Drama ambientado en Liverpool, Inglaterra, naciendo la trama de donde brota su título, “La ruta irlandesa”, la carretera que va del aeropuerto de Bagdad a la zona verde internacional en Iraq , hasta allí viajaron dos amigos Frankie (John Bishop) y Fergus (Mark Womack) a trabajar como mercenarios. Frankie muere misteriosamente por lo que su amigo Fergus se traslada a Liverpool para el funeral y se encuentra que la empresa que les contrató sólo quiere olvidarse del hecho, restándole toda la importancia política que pueda tener. Abusando del poder engañan a la familia, pero Fergus está convencido de que la empresa miente y sin miedo ni meta, se pone a investigar de forma obsesiva. La esposa de Frankie, Rachel (Andrea Lowe) le ayudará en la medida que pueda.

Dentro del canon kenlochiano, “La ruta irlandesa” tiene una excepción, pues no sólo permite que el espectador elucubre sobre lo que sucede hasta el final de la misma sino que, además, nos concede la facilidad de pensar qué habrías hecho tú ante esa situación.
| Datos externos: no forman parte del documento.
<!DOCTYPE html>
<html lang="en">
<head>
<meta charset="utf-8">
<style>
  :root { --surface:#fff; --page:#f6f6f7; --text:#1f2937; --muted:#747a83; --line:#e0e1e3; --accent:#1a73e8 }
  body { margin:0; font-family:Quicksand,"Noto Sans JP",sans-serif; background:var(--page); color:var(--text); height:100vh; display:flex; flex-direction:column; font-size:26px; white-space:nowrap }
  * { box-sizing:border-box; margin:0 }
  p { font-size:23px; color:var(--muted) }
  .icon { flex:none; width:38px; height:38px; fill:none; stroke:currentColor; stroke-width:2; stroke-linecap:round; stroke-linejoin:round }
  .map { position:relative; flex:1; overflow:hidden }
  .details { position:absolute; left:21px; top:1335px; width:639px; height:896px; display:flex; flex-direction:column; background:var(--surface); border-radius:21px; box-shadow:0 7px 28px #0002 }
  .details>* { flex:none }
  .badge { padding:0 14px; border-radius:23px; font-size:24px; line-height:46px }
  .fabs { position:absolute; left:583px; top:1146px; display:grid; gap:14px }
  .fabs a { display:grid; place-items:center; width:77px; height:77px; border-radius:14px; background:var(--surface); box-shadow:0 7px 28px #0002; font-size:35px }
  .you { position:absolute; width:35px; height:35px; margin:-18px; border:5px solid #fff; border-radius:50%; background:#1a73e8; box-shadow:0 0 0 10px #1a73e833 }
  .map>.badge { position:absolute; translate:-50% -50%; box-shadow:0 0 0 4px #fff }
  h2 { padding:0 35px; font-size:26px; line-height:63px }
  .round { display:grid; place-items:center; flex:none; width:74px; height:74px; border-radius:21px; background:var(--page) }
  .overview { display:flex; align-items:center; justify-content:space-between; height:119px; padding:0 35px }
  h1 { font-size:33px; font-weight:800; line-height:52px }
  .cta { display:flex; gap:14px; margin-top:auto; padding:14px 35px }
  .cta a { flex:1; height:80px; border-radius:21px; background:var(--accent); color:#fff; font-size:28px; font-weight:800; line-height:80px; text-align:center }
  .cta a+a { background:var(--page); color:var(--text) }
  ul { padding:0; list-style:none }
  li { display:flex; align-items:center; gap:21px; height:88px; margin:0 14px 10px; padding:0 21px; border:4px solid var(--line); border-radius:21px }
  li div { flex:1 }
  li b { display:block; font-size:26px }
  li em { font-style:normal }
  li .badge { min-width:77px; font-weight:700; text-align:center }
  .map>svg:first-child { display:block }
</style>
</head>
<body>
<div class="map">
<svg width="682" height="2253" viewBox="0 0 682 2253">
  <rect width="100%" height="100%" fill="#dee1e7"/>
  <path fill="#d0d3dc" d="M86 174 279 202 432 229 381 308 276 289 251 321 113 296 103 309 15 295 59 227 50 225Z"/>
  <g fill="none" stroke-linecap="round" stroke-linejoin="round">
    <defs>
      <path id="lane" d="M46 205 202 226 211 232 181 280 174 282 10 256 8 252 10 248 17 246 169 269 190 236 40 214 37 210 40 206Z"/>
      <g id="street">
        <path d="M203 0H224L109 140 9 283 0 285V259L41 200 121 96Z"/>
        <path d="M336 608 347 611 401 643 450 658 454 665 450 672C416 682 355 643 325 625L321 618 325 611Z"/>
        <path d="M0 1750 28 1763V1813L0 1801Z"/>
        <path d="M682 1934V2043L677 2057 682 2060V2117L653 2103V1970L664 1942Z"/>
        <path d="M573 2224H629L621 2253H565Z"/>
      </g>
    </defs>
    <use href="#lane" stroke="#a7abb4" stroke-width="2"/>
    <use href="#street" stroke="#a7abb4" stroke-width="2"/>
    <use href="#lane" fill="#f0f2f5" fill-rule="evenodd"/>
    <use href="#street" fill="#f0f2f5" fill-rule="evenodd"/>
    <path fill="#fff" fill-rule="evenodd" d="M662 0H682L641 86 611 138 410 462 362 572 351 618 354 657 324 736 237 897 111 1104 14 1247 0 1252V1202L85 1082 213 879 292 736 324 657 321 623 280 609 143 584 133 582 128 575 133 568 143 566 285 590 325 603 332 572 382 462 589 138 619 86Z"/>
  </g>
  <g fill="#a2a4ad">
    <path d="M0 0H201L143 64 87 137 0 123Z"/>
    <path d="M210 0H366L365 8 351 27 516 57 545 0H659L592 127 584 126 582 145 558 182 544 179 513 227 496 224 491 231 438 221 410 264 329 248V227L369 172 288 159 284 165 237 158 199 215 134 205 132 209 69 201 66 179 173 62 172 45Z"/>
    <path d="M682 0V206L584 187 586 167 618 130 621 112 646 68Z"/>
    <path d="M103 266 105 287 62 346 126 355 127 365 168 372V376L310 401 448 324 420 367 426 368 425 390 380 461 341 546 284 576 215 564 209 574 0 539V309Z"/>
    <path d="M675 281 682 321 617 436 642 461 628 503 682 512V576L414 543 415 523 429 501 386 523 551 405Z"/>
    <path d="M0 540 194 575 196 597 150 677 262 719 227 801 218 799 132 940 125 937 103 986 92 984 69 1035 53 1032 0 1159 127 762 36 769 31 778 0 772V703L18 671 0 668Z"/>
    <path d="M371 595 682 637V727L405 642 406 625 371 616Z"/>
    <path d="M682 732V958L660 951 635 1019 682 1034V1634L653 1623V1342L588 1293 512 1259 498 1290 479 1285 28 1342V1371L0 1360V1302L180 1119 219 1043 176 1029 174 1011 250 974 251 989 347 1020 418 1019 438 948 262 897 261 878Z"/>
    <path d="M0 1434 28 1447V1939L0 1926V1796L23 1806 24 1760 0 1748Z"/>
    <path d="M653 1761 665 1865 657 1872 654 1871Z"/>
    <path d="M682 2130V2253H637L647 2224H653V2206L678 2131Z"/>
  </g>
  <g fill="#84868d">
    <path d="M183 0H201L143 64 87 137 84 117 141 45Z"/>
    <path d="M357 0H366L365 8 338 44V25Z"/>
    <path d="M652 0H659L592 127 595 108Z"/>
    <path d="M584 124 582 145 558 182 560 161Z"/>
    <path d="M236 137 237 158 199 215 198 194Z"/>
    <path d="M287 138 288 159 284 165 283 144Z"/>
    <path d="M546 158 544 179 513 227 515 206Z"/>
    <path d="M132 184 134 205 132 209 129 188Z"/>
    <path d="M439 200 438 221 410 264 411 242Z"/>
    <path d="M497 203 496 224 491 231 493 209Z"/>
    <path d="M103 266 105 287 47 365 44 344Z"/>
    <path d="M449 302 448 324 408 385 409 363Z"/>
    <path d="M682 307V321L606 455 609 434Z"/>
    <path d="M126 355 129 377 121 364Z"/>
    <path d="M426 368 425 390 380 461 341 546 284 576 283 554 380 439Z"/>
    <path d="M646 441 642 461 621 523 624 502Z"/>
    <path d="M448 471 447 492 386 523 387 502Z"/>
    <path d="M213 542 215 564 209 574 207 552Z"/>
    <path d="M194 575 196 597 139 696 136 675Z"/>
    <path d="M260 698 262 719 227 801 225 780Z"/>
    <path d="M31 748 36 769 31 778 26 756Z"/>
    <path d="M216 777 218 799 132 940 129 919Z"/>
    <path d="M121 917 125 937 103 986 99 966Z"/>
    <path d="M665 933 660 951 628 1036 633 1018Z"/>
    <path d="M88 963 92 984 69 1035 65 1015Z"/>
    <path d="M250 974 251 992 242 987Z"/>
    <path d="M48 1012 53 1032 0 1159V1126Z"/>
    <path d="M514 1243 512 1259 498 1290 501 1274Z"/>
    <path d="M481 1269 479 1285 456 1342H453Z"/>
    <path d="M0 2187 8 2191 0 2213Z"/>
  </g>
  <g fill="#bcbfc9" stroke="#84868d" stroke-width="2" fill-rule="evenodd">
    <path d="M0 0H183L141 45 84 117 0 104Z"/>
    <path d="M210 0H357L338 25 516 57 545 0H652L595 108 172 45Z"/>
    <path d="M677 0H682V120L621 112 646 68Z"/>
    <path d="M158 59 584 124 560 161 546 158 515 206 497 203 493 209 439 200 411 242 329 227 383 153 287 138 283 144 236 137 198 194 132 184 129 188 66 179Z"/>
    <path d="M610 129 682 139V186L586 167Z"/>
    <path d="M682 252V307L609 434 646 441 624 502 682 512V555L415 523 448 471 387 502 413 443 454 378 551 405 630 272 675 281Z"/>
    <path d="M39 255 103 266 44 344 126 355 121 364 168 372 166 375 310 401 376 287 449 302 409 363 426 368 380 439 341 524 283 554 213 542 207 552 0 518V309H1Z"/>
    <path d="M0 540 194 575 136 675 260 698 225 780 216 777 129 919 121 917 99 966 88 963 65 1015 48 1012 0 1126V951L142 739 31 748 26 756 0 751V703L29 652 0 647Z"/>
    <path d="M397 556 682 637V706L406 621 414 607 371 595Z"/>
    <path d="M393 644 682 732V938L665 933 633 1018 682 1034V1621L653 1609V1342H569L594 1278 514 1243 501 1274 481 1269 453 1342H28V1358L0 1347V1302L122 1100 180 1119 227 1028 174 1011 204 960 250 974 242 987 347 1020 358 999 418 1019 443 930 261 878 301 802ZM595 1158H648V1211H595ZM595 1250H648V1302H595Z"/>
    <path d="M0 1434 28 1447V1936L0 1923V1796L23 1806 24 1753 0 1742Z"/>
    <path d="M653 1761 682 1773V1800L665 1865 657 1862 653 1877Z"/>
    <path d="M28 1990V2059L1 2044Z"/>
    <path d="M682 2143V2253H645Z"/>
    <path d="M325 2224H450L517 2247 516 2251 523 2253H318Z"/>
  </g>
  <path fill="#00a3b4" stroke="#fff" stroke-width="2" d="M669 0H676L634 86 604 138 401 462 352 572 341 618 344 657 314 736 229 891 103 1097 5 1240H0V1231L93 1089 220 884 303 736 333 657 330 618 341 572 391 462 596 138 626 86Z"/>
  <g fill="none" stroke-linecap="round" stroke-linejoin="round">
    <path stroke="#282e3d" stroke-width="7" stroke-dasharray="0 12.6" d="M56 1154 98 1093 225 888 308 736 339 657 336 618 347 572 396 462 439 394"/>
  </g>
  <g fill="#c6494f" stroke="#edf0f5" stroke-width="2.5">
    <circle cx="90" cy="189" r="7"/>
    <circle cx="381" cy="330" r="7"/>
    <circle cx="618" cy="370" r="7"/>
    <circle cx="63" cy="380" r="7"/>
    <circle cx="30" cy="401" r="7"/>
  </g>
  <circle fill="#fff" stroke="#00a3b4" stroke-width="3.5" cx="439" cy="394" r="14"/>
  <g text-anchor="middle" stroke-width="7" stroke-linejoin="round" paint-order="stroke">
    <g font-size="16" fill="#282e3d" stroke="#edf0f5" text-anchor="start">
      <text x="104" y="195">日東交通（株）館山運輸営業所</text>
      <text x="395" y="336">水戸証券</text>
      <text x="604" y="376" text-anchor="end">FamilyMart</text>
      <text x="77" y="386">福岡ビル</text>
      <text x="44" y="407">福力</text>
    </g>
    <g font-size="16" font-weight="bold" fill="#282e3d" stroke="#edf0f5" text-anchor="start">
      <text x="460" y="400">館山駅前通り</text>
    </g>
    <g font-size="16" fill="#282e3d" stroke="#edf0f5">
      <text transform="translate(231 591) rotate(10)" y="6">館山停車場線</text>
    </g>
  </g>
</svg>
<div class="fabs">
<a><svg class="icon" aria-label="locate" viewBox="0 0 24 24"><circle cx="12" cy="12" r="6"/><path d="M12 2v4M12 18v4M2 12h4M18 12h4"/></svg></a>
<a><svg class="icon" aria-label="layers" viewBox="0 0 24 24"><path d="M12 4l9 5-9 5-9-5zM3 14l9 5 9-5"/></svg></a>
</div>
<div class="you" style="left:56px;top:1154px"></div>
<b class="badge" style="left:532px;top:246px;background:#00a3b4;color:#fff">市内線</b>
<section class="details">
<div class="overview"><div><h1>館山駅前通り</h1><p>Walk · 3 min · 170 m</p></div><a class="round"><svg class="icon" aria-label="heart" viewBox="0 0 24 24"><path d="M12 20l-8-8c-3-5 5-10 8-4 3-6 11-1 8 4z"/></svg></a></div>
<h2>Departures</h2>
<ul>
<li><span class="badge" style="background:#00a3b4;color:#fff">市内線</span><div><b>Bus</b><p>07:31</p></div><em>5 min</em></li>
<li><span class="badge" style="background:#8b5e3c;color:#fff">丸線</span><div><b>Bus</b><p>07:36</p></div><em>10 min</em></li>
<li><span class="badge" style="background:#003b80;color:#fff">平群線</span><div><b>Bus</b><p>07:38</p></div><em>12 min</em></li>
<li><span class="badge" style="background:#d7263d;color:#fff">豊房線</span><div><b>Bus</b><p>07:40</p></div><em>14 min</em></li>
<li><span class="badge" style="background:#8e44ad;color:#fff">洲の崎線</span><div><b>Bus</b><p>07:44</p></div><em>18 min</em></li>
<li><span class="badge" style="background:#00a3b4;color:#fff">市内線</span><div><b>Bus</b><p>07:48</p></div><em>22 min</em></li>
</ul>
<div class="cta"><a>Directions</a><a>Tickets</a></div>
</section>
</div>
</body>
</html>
No es una historia que se perciba como ficción, es una historia de las muchas sucedidas a lo largo de la guerras que los gobiernos nos obligan a sufrir, hechos de los que cada día estamos acostumbrados a ver en los informativos de la televisión.

“La ruta irlandesa”, narrada mediante flashbacks a partir de los protagonistas, no deja escapar ni la mas mínima oportunidad de hacer ondear bien alto la denuncia de las malas artes de las empresas americanas en Iraq desde los primeros minutos de la película hasta los minutos finales, cuando todo se apacigua y a la vez se torna más crudo y trágico.

La maestría de Loach a la hora de diseñar complejas historias de problemas sociales, en la que los personajes se ven sometidos a tensiones y lazos sentimentales, el soberbio sentido de la responsabilidad que inserta a Frankie, su tremenda desintegración moral, su diligencia por llevar su narración al límite, la puesta en escena, en la que no parpadea ni una falla y su moderación narrativa, ocupan un lugar preponderante en esta obra.

“La ruta irlandesa” es diferente (pero no tanto), al resto de la filmografía de Ken Loach, y digo que no es muy distinta porque la visión de su forma queda patente en el mensaje, por lo que hay quien le reclama que no se centra tanto en la guerra de Iraq como en el drama que vive Fergus, y desde luego que el énfasis como siempre está en las penas de sus personajes pero, amigos, desde donde la miremos “La ruta irlandesa” es en un claro estandarte contra la guerra.